But how many big ideas from liberal academics are on anyone's agenda? Democratic politicians are desperately trying to find something newer than the New Deal to run on next year. They're glad to take campaign contributions from professors, but they're leery of ideas from intellectuals who've have been talking to themselves for so long.
Read it. It's a fair piece. He starts out by citing four theories about why so few conservatives become college profs.
The first--"Conservatives do not value knowledge for its own sake"--is silly. The jeremiads about higher ed, starting with "The Closing of the American Mind," came primarily from conservatives and proposed that lefties/liberals had abandoned the pursuit of knowledge for its own sake. True.
But today, few do, no matter on what political side of the fence. That's why the liberal arts ("what are they?") are in such sad shape.
Wow, it just seemed so obvious to me that I should respond with the mote-in-your-eye-log-in-mine response that that's exactly what liberals say about conservatives, I was intimidated to be faced with page after page of apparently learned and erudite support for your position.
I don't want to read all that junk just now; I'll retreat in confusion and return to the fray another time.
tequilamockingbird
"1. Conservatives do not value knowledge for its own sake.
2. Conservatives do not care about the social good.
3. Conservatives are too greedy to work for professors' wages.
4. Conservatives are too dumb to get tenure."
Come on. That's way beyond being enough. Any reasonable person knows that's total horseshit (I've just today apologized for an intemperate remark, but there's no way I'll apologize for this one).
This thread has gone way off the rails.
Are you people stupid, or what?
tequilamockingbird
tequila: Those four explanations for why there aren't many conservatives on campus were the ones columnist Tierney said that liberal scholars had sent him.
I've got an additional explanation (or maybe it's really just a different version of the same explanation): people don't often like to go where they're not wanted.
neo-neocon:
Well,if that's true -- and I'm not doubting your veracity, but Tierney's -- that's a pretty huge embarrassment. I'm glad to join in the criticism of such stupidity.
"people don't often like to go where they're not wanted", but here I am. (I tried to put in a smiley emoticon here, but your site watchbot wouldn't allow it.)
tequilamockingbird
Thanks, Anonymous, for posting Tierney's article.

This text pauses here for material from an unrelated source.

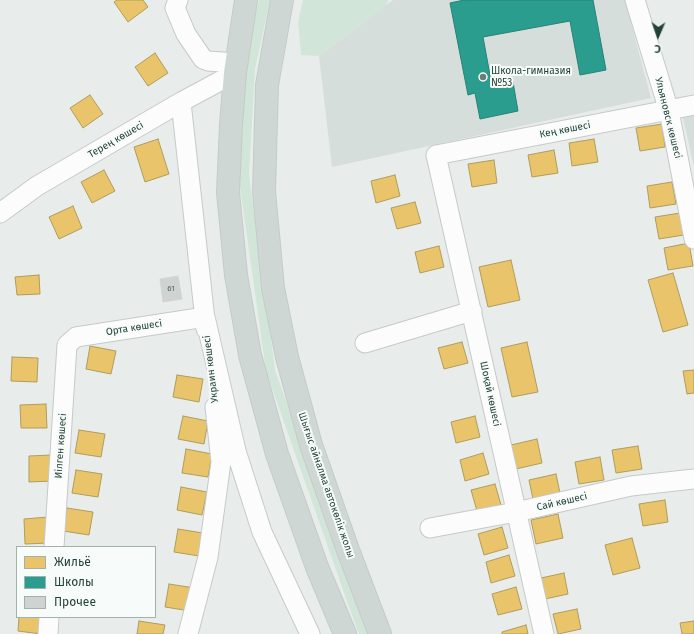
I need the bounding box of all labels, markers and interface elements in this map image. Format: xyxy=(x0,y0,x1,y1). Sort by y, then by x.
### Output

The "four reasons why conservatives aren't in academe" (which, as neo-neocon pointed out, are *not* reasons that Tierney espouses, but are reasons that Tierney claims *liberals* sent him) are interesting, and in fact, I've overheard similar thoughts in the halls of academia.

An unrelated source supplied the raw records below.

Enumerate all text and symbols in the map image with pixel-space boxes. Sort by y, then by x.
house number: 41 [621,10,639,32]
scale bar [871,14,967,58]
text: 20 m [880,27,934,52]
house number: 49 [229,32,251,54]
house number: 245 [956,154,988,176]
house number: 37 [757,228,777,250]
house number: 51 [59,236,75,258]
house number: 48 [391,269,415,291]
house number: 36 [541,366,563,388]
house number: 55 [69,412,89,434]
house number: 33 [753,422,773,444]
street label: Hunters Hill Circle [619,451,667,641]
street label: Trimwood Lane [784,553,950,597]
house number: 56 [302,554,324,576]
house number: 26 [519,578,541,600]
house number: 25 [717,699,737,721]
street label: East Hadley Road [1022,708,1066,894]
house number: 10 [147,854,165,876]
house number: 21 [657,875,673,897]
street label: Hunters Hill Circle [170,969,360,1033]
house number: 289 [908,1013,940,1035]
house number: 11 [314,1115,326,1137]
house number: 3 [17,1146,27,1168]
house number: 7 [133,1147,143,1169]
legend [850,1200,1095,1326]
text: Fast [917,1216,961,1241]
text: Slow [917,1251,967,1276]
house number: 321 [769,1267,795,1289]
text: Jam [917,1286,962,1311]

I always found such thinking annoying and self-righteous, to say the least. The thinking here doesn't represent a *real* attempt to come to grips with the phenomenon, as much as to make those espousing them feel good about themselves. One might just as easily say that more liberals aren't in business because liberals a.) can't deal with the real world, b.) aren't able to handle hard facts instead of speculation, c.) are too lazy to work a forty-hour work week 12 months a year (this one might actually have some validity), or d.) don't possess any real marketable skills. Yet somehow, I'm guessing these aren't going to be making most college professors' lists of why they're not in business....

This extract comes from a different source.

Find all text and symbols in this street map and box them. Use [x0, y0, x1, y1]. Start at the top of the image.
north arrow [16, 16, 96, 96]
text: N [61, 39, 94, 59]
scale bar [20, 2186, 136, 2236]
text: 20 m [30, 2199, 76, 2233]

tequila: Those four explanations for why there aren't many conservatives on campus were the ones columnist Tierney said that liberal scholars had sent him.
Look, anyone that disbelieves that liberal professors harbors uch beliefs, just cause the Helot followers of Leftist philosophy doesn't belong to the Supreme Enlightened Sect of Professors and Ph.Ds does not mean we should believe the follower as opposed to the prophet.
Both sides have their perspectives, and each should be considered, regardless of whether either thinks the other as ignoramuses.
Sometimes people should really pay attention to and believe what others are saying. Whether that is Mein Kampf or the Communist Manifest, Al-Qaeda's philosophy, or etc.
Regardless of how preposterous it seems on the surface, or farfetched, or utterly contrary to one's own personal beliefs about the world.
Maybe we should start calling it advanced sense instead of common sense...
Well, it's been illuminating. I have to confess I stopped reading after those four points. It's so idiotic on its face I didn't think it worth spending any more time on it.
Now I've read it all, and I've learned that John Tierney is a NYT columnist, which I didn't know (I don't know how I've missed it; I've been downloading the NYT daily for years, and I thought I recognized the names of their columnists).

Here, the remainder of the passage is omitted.